What is LLM?
Large language models (LLMs) are computer programs that open new possibilities of text understanding and generation. They are deep neural networks that are tens/hundreds of gigabytes in size and trained on enormous amounts of text data.
LLMs have shown to be very powerful in various natural language tasks including generating summaries and articles based on a given source text or topic.
Most LLMs require some sort of prompt as input.
Example:
"Please use the following job description and my resume to write a letter."
"Two American citizens leave the Irish pub sober. Continue the joke, please."
“What is the evidence for inhaled bronchodilators for acute chest syndrome in people with sickle cell disease?”
The LLM will output some text based on the input. You can think of them as models that can complete text.
Examples of LLMs
Some well-known examples of LLMs are BERT, GPT-3, and ChatGPT.
In this project, we used 3 text-generating LLMs to create example medical systematic review or evidence synthesis outputs for the interviews. These LLMs are not connected to an outside knowledge base (e.g. a search engine or a journal database). They generate text based on learning from seeing or reading many texts during training.

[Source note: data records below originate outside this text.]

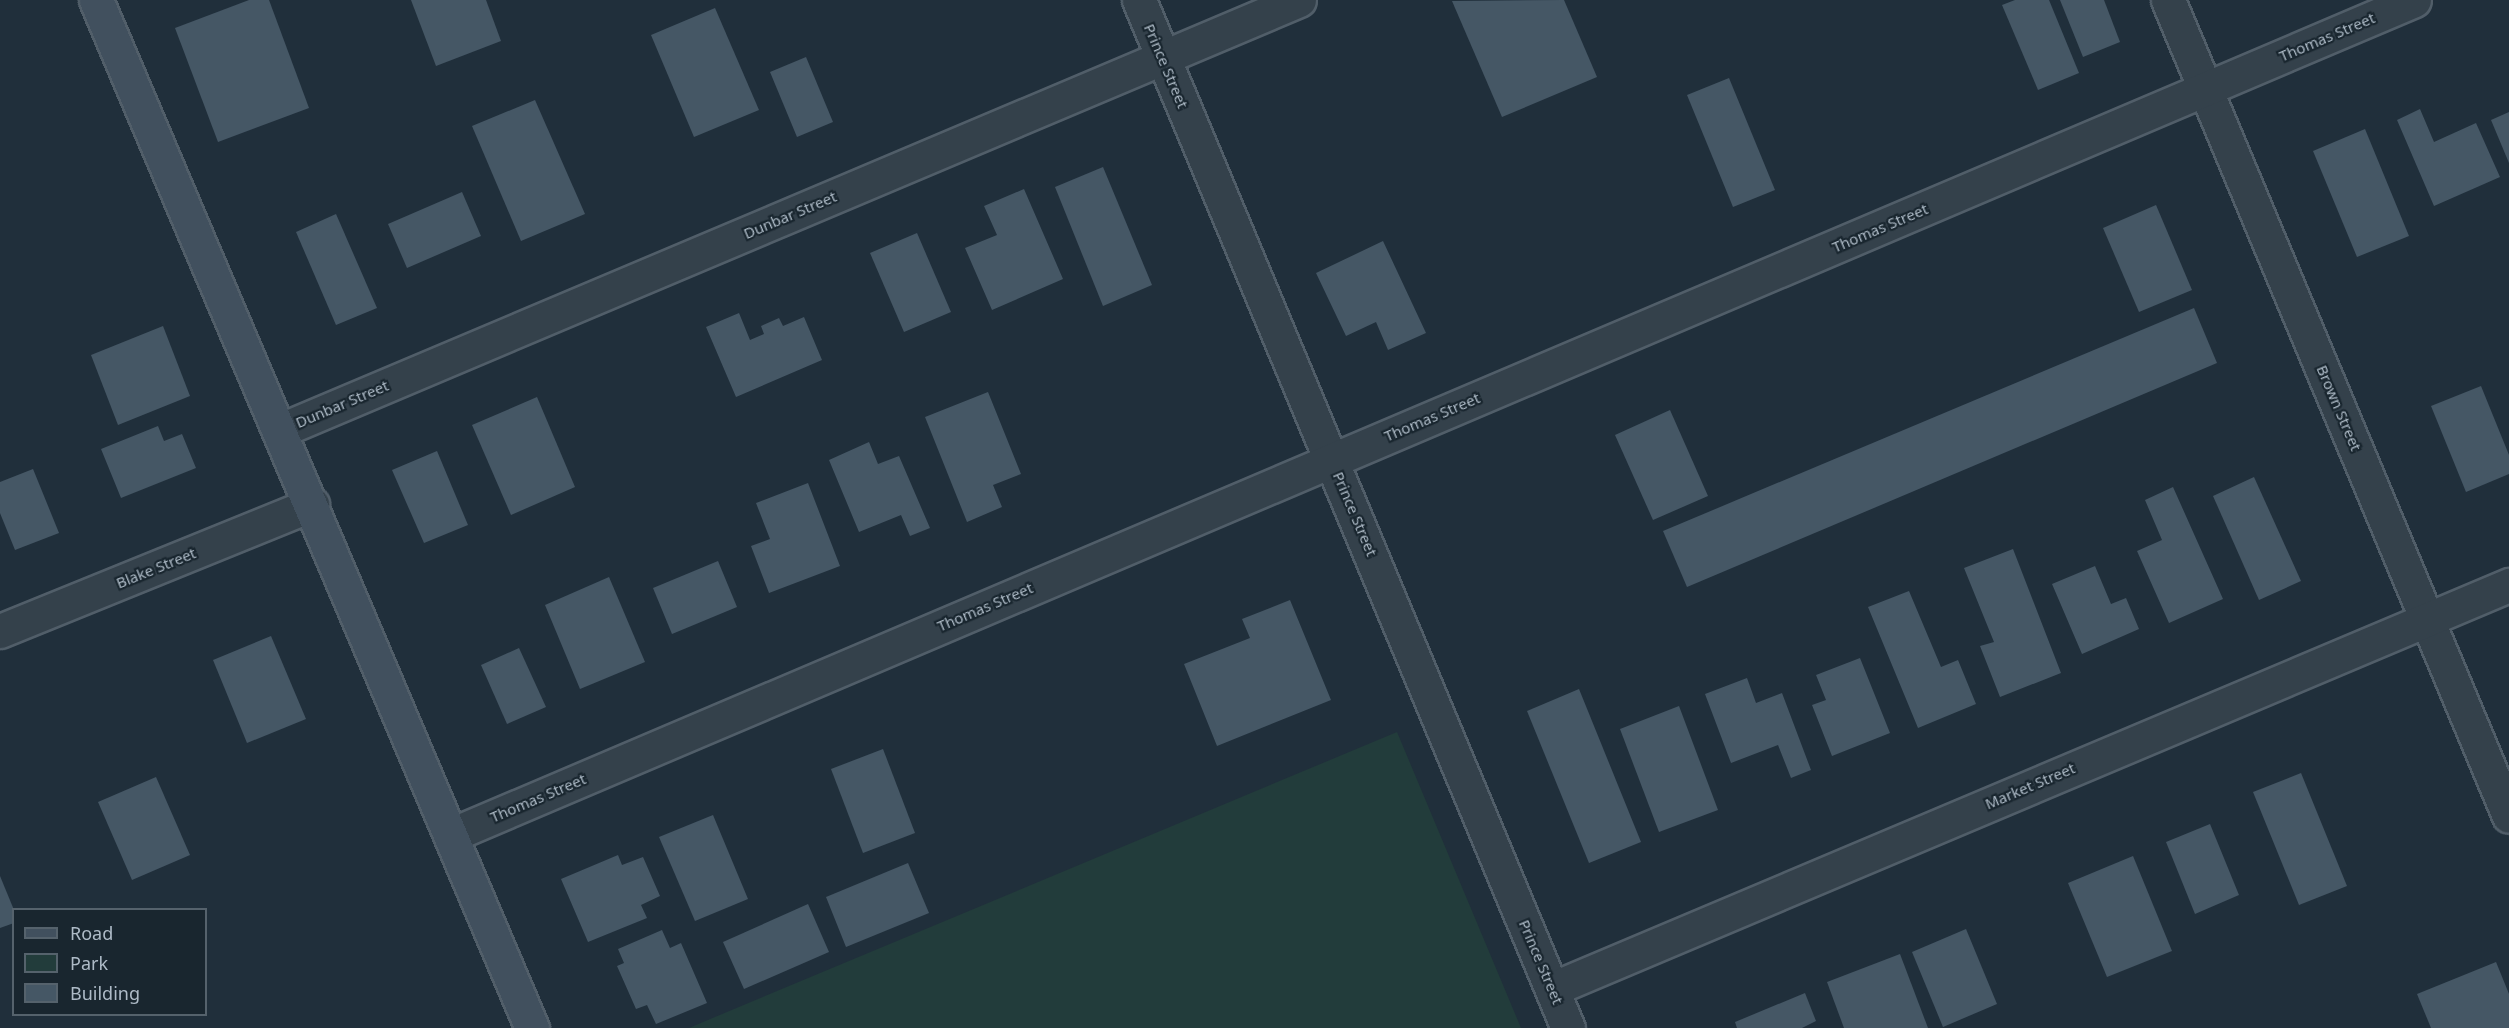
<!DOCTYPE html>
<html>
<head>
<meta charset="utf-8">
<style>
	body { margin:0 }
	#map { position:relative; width:2509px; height:1028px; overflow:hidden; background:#202f3b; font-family:"Noto Sans",sans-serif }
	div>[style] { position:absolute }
	.green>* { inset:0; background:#223c3b }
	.building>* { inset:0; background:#455765 }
	.roads { filter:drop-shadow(2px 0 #515e69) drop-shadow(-2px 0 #515e69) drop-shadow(0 2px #515e69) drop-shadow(0 -2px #515e69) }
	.street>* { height:33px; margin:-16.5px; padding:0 16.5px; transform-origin:16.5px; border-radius:16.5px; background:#34414b }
	.secondary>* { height:33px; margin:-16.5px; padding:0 16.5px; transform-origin:16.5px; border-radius:16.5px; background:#41505e }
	span { translate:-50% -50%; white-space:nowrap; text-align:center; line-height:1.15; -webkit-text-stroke:4.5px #19262f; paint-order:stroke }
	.street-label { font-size:15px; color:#aebbc7 }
	.legend { position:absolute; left:12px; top:908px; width:195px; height:108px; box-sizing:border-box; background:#19262f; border:2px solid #55626c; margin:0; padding:8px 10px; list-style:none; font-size:18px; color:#aebbc7 }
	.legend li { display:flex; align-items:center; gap:12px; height:30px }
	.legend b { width:30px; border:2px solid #55626c }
</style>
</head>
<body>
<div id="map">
	<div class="green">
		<i style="clip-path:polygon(1397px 732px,1521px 1028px,689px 1028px,715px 1017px)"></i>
	</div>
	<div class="building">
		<i style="clip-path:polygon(249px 0,269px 0,309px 108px,218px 142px,175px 28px)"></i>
		<i style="clip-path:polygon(411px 0,486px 0,501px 41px,436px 66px)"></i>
		<i style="clip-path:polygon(1564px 0,1597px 77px,1502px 117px,1452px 1px)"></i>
		<i style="clip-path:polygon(2015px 0,2049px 0,2079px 73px,2038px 90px,2002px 5px)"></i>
		<i style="clip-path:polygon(2060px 0,2104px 0,2120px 42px,2083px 57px)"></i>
		<i style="clip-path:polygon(715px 8px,759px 110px,694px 137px,651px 35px)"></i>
		<i style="clip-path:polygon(806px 57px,833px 122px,797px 137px,770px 72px)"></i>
		<i style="clip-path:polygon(1729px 78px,1775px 190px,1733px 207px,1687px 95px)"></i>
		<i style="clip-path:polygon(535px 100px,585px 214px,521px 241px,472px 126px)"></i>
		<i style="clip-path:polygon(2420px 109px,2434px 142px,2476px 123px,2500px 177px,2434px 206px,2397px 120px)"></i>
		<i style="clip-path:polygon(2509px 112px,2509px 163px,2491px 120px)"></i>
		<i style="clip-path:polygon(2365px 129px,2409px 236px,2357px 257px,2313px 151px)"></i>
		<i style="clip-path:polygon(1103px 167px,1152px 285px,1103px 306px,1055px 187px)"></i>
		<i style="clip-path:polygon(1024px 189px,1063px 279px,992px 310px,965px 248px,997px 235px,984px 206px)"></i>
		<i style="clip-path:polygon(462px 192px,481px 236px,407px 268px,388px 224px)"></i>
		<i style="clip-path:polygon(2156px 205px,2192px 290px,2139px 312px,2103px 228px)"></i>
		<i style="clip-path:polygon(336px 214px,377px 308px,336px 325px,296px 232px)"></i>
		<i style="clip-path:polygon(917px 233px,951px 312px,904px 332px,870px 253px)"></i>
		<i style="clip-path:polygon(1383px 241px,1426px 333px,1388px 350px,1376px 322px,1346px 336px,1316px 273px)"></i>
		<i style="clip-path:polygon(2194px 308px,2217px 363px,1687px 587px,1663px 531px)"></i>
		<i style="clip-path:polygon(739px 313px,750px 340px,764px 334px,761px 326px,779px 318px,783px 326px,804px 317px,822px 360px,736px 397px,706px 327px)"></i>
		<i style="clip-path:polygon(163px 326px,190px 396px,118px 425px,91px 355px)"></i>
		<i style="clip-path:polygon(2481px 386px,2509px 455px,2509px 474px,2466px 492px,2431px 406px)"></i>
		<i style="clip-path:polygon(988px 392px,1021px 474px,993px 485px,1002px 507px,967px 522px,925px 417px)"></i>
		<i style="clip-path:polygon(537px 397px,575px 487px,511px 515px,472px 425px)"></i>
		<i style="clip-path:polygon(1670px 410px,1708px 496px,1653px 520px,1615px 435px)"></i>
		<i style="clip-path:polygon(158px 426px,164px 441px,182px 434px,196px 468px,121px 498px,101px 449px)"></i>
		<i style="clip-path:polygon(869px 442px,878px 464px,899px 456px,930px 528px,910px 536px,901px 515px,859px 532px,829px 460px)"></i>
		<i style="clip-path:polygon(437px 451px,468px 525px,424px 543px,392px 470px)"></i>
		<i style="clip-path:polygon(33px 469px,59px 533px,15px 550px,0 513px,0 482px)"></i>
		<i style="clip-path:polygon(2254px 477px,2301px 581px,2259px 600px,2213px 496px)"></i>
		<i style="clip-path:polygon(808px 483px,840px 566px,769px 593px,751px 546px,770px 539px,756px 503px)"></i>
		<i style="clip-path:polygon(2173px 487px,2223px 599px,2169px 623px,2137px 551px,2162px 540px,2145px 500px)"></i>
		<i style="clip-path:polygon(2013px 549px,2061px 673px,2000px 697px,1980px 646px,1994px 642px,1964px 568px)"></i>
		<i style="clip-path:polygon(718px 561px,737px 607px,672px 634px,653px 588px)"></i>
		<i style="clip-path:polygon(2095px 566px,2111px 604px,2126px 598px,2139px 629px,2082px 654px,2052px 584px)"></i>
		<i style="clip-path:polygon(609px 577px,645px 662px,580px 689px,545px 605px)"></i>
		<i style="clip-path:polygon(1909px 591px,1941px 667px,1958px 660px,1976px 704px,1918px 728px,1868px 607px)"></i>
		<i style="clip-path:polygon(1290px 600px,1331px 700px,1217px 746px,1184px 664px,1250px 638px,1242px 619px)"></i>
		<i style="clip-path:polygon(271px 636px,306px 719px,247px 743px,213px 660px)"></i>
		<i style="clip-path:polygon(519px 648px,546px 707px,507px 724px,481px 665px)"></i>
		<i style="clip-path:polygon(1860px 658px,1890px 733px,1832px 756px,1812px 705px,1826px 700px,1816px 675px)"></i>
		<i style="clip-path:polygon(1747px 678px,1756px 703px,1782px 693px,1811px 770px,1791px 778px,1778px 745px,1731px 763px,1705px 694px)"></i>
		<i style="clip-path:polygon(1579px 689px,1641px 842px,1589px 863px,1527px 711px)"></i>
		<i style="clip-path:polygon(1679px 706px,1718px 810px,1659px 832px,1620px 729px)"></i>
		<i style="clip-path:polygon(883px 749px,915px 833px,863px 853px,831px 769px)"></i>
		<i style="clip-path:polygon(2301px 773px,2347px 886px,2299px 905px,2253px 792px)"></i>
		<i style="clip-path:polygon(156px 777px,190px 855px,132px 880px,98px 802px)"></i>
		<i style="clip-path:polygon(713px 815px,748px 899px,695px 921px,659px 837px)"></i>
		<i style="clip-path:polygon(2210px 824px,2239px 895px,2195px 914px,2166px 842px)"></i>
		<i style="clip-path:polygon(618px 855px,622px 865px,643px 857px,660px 896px,641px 905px,647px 918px,588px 942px,561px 879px)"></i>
		<i style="clip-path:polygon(2133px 856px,2172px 951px,2107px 977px,2068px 883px)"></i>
		<i style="clip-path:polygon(908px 863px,929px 913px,846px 947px,826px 897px)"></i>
		<i style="clip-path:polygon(0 876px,14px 910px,14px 923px,0 928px)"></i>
		<i style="clip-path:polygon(808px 904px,829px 952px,744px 989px,723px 942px)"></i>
		<i style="clip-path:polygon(1966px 929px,1997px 1004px,1943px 1027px,1912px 952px)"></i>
		<i style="clip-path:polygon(662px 930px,670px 948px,681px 943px,707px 1003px,656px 1024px,647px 1005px,636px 1009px,617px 966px,624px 963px,618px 949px)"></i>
		<i style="clip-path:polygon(1900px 954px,1928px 1028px,1844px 1028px,1827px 982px)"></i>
		<i style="clip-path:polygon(2496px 962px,2509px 994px,2509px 1028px,2431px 1028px,2417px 994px)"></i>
		<i style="clip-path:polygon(1805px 993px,1816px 1021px,1802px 1028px,1737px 1028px,1735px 1022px)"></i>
	</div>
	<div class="roads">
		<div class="street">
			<i style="left:1139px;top:0;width:1114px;rotate:67.35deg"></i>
			<i style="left:2168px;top:0;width:884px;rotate:67.32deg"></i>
			<i style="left:281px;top:430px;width:1105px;rotate:-22.9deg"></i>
			<i style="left:0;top:631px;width:337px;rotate:-22.1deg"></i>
			<i style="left:451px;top:835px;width:2133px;rotate:-23.04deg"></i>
			<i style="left:1552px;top:989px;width:1039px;rotate:-22.89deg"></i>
		</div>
		<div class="secondary">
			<i style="left:96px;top:0;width:1117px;rotate:67.02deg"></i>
		</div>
	</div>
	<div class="street-label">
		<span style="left:2327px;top:37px;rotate:-23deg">Thomas Street</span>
		<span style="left:1166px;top:66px;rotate:67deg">Prince Street</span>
		<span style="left:790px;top:215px;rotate:-23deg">Dunbar Street</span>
		<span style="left:1880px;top:228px;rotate:-23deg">Thomas Street</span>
		<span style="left:342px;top:404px;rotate:-23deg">Dunbar Street</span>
		<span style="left:2339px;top:408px;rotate:67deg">Brown Street</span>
		<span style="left:1432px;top:417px;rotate:-23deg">Thomas Street</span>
		<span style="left:1355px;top:514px;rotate:67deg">Prince Street</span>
		<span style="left:156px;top:568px;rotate:-22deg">Blake Street</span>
		<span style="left:985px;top:607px;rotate:-23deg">Thomas Street</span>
		<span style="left:2030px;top:786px;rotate:-23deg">Market Street</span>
		<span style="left:538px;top:798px;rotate:-23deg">Thomas Street</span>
		<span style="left:1541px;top:962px;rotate:67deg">Prince Street</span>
	</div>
	<ul class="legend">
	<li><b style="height:8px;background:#41505e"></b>Road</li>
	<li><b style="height:16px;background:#223c3b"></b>Park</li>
	<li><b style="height:16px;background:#455765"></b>Building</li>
	</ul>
</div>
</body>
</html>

The descriptions for each of the models we utilized are as follows:
- Galactica is an LLM that is trained on over 48 million papers, textbooks, lecture notes, reference material, compounds, proteins, scientific websites, and other sources of scientific knowledge. The authors of the paper claim that the model can be used to explore scientific literature, ask scientific questions, and write scientific literature reviews and help researchers to automatically organize science. The largest model has 120B parameters. However, in our study, we use the model with 6.7B parameters due to limited computing resources.
- BioMedLM is an LLM based on an open-sourced LLM model with 2.7B parameters. The model was trained on 16 million PubMed Abstracts and 5 million PubMed Central full-text articles. This model can achieve strong results on a variety of biomedical NLP tasks, including the multiple choice question answering based on the United States Medical License Exams (USMLE).
- ChatGPT is an LLM trained to follow an instruction in a prompt and provide a detailed response. ChatGPT was specifically trained to interact in a conversational way with the user. The dialogue format of the output makes it possible for the model to answer followup questions, admit its mistakes, and reject inappropriate requests. ChatGPT has shown to be a powerful generative model that can complete tasks from a variety of domains.